*** INFORMATION GIVEN

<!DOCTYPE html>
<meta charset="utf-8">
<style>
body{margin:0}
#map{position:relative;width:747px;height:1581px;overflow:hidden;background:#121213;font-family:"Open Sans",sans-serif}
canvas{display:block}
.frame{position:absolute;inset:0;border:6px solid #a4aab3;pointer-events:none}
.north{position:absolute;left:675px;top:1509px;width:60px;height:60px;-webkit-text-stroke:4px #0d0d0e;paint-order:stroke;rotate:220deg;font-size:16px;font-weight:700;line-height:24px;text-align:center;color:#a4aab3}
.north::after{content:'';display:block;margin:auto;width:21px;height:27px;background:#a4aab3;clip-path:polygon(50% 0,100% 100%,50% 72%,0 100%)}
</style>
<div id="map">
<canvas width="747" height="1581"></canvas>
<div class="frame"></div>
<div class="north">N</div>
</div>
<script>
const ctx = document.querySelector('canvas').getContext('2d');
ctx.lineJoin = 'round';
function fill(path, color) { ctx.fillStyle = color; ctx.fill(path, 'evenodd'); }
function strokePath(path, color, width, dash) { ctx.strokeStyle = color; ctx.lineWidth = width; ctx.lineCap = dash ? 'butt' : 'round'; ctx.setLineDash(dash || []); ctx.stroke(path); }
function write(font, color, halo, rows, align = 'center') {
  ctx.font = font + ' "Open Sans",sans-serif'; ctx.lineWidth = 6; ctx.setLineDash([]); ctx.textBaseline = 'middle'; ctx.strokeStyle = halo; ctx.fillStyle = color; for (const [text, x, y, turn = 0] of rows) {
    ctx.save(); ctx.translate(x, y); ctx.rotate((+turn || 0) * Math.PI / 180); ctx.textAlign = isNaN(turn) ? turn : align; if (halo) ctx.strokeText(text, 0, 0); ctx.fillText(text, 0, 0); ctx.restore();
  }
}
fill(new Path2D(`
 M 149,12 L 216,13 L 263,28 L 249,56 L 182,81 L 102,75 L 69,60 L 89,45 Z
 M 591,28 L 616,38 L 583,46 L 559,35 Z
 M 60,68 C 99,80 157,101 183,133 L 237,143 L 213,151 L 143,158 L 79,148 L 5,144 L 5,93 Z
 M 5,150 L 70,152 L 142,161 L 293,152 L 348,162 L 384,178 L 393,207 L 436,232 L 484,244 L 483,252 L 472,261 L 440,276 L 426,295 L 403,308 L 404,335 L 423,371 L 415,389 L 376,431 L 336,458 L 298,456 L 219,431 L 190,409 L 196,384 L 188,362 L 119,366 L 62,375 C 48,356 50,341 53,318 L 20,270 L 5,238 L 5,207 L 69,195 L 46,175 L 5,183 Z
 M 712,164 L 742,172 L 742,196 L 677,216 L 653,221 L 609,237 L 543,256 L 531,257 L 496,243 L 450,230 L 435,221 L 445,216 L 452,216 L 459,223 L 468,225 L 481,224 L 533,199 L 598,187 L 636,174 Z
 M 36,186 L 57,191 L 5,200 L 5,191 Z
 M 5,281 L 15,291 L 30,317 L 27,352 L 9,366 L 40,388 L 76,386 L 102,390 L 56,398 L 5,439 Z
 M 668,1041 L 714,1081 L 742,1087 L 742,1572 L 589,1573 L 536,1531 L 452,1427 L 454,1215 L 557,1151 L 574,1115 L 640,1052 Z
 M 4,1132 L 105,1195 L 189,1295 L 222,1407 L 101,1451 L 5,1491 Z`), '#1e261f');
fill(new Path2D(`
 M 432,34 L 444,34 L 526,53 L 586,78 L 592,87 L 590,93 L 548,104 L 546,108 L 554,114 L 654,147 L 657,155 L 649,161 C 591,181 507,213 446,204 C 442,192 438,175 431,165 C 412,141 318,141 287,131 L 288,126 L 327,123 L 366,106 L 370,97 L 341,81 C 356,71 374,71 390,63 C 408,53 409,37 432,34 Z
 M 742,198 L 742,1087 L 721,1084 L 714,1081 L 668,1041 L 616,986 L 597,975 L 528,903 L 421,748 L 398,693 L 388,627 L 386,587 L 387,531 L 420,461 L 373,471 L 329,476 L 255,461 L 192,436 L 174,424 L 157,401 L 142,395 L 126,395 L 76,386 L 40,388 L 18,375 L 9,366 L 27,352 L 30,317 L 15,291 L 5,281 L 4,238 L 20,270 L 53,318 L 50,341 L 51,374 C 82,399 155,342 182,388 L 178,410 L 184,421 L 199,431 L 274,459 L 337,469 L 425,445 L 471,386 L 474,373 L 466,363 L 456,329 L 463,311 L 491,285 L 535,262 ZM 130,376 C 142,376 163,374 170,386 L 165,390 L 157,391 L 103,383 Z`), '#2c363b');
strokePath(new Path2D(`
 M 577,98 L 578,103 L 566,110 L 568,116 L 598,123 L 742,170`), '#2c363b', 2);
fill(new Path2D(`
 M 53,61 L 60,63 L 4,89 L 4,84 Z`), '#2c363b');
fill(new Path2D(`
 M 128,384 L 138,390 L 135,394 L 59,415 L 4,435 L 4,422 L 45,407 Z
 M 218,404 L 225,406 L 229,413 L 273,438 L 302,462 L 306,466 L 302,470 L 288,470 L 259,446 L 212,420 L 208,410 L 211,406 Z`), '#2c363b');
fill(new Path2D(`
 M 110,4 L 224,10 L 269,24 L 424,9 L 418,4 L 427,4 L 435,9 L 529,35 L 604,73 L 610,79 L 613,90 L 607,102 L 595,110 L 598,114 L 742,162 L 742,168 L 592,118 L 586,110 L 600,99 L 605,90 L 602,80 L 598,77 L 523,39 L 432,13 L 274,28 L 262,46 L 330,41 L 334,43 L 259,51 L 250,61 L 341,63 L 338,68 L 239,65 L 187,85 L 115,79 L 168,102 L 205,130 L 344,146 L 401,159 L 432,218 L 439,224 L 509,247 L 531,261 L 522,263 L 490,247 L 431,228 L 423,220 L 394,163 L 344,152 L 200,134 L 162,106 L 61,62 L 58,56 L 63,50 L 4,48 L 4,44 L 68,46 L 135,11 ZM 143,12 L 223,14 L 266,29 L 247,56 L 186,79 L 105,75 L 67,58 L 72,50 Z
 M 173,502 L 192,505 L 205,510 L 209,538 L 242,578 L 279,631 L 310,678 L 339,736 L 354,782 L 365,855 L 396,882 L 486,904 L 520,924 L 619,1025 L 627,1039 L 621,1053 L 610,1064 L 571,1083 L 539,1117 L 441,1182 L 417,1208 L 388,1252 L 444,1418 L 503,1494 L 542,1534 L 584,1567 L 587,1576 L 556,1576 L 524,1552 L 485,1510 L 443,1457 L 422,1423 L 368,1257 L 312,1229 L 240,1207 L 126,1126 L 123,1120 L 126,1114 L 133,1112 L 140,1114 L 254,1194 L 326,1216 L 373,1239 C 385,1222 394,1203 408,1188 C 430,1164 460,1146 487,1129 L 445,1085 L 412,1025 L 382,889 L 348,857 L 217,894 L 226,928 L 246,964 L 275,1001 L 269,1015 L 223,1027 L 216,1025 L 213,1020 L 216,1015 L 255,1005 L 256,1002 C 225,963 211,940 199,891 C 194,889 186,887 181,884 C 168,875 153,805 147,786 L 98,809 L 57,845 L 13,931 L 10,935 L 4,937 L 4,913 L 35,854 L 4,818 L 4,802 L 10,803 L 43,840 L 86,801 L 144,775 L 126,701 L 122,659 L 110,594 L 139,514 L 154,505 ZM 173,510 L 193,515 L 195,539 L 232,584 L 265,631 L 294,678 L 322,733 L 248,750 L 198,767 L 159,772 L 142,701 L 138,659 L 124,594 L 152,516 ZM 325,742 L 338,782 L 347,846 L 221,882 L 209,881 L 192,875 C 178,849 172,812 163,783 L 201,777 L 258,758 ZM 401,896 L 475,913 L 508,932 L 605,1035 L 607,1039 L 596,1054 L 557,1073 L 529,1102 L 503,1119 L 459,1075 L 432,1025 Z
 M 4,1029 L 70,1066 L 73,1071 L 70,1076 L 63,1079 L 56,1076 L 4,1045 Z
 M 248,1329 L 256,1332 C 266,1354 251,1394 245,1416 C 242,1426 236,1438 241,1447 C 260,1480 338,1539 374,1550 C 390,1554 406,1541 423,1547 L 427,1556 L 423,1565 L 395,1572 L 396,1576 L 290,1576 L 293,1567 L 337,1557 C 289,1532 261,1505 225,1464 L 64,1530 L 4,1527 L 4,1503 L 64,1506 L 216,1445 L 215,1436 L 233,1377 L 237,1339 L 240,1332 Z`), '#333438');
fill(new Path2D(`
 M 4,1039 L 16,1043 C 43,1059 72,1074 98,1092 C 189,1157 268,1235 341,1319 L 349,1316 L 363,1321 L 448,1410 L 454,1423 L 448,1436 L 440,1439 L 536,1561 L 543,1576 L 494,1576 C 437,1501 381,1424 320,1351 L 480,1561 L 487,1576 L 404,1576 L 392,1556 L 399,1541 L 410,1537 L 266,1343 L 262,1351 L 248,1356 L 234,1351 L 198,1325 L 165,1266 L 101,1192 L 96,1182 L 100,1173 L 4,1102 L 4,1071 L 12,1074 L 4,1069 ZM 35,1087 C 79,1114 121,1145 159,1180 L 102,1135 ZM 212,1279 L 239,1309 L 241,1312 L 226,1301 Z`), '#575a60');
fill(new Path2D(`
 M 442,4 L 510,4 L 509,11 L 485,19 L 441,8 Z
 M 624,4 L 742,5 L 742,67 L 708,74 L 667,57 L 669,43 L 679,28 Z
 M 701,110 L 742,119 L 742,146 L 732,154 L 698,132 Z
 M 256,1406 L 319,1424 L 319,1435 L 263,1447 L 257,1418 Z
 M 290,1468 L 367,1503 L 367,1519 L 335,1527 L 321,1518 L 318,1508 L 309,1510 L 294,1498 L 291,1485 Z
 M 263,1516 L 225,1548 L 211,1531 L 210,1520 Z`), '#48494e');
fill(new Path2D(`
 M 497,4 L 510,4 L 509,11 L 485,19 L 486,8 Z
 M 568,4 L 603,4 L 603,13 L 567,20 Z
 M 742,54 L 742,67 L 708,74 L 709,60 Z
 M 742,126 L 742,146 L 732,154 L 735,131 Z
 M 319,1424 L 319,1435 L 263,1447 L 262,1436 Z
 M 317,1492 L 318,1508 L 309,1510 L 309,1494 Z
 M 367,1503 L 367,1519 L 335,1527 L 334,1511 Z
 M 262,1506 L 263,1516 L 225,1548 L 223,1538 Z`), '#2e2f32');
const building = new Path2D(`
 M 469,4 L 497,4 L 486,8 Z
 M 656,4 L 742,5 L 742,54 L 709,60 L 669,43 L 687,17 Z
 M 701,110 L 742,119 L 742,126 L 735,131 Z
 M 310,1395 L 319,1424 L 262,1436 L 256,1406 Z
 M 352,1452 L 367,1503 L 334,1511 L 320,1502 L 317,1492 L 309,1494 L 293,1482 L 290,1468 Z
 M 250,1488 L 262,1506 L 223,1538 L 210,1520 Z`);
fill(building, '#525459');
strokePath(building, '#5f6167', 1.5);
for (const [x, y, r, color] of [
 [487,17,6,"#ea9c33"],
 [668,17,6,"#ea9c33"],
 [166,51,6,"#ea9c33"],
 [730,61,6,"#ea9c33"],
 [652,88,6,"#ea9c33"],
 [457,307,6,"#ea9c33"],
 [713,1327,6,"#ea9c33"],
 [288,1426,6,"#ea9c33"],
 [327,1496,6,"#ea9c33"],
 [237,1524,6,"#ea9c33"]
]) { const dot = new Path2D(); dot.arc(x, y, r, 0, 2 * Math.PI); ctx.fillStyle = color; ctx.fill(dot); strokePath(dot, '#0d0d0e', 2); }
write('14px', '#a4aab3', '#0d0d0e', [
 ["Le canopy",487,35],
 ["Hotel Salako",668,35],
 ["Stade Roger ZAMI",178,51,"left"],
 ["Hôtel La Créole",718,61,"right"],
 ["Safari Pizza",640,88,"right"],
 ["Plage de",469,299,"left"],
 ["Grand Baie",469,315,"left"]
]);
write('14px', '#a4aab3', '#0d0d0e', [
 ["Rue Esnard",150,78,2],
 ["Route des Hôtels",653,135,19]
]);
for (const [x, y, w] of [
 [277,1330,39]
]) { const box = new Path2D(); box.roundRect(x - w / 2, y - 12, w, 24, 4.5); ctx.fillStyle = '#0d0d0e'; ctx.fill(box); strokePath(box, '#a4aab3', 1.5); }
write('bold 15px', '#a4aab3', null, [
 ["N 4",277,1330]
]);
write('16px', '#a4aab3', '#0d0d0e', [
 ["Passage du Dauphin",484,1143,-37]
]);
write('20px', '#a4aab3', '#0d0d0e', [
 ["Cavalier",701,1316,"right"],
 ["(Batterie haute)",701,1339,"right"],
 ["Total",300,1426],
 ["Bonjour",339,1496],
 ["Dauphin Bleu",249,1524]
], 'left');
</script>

******

EXERCISE DIRECTIONS ▸
Repeat only the tail of the entries, exactly: the line containing "M 367,1503 L" and every line after it, to the end.

WRITTEN ANSWER ▸
 M 367,1503 L 367,1519 L 335,1527 L 334,1511 Z
 M 262,1506 L 263,1516 L 225,1548 L 223,1538 Z`), '#2e2f32');
const building = new Path2D(`
 M 469,4 L 497,4 L 486,8 Z
 M 656,4 L 742,5 L 742,54 L 709,60 L 669,43 L 687,17 Z
 M 701,110 L 742,119 L 742,126 L 735,131 Z
 M 310,1395 L 319,1424 L 262,1436 L 256,1406 Z
 M 352,1452 L 367,1503 L 334,1511 L 320,1502 L 317,1492 L 309,1494 L 293,1482 L 290,1468 Z
 M 250,1488 L 262,1506 L 223,1538 L 210,1520 Z`);
fill(building, '#525459');
strokePath(building, '#5f6167', 1.5);
for (const [x, y, r, color] of [
 [487,17,6,"#ea9c33"],
 [668,17,6,"#ea9c33"],
 [166,51,6,"#ea9c33"],
 [730,61,6,"#ea9c33"],
 [652,88,6,"#ea9c33"],
 [457,307,6,"#ea9c33"],
 [713,1327,6,"#ea9c33"],
 [288,1426,6,"#ea9c33"],
 [327,1496,6,"#ea9c33"],
 [237,1524,6,"#ea9c33"]
]) { const dot = new Path2D(); dot.arc(x, y, r, 0, 2 * Math.PI); ctx.fillStyle = color; ctx.fill(dot); strokePath(dot, '#0d0d0e', 2); }
write('14px', '#a4aab3', '#0d0d0e', [
 ["Le canopy",487,35],
 ["Hotel Salako",668,35],
 ["Stade Roger ZAMI",178,51,"left"],
 ["Hôtel La Créole",718,61,"right"],
 ["Safari Pizza",640,88,"right"],
 ["Plage de",469,299,"left"],
 ["Grand Baie",469,315,"left"]
]);
write('14px', '#a4aab3', '#0d0d0e', [
 ["Rue Esnard",150,78,2],
 ["Route des Hôtels",653,135,19]
]);
for (const [x, y, w] of [
 [277,1330,39]
]) { const box = new Path2D(); box.roundRect(x - w / 2, y - 12, w, 24, 4.5); ctx.fillStyle = '#0d0d0e'; ctx.fill(box); strokePath(box, '#a4aab3', 1.5); }
write('bold 15px', '#a4aab3', null, [
 ["N 4",277,1330]
]);
write('16px', '#a4aab3', '#0d0d0e', [
 ["Passage du Dauphin",484,1143,-37]
]);
write('20px', '#a4aab3', '#0d0d0e', [
 ["Cavalier",701,1316,"right"],
 ["(Batterie haute)",701,1339,"right"],
 ["Total",300,1426],
 ["Bonjour",339,1496],
 ["Dauphin Bleu",249,1524]
], 'left');
</script>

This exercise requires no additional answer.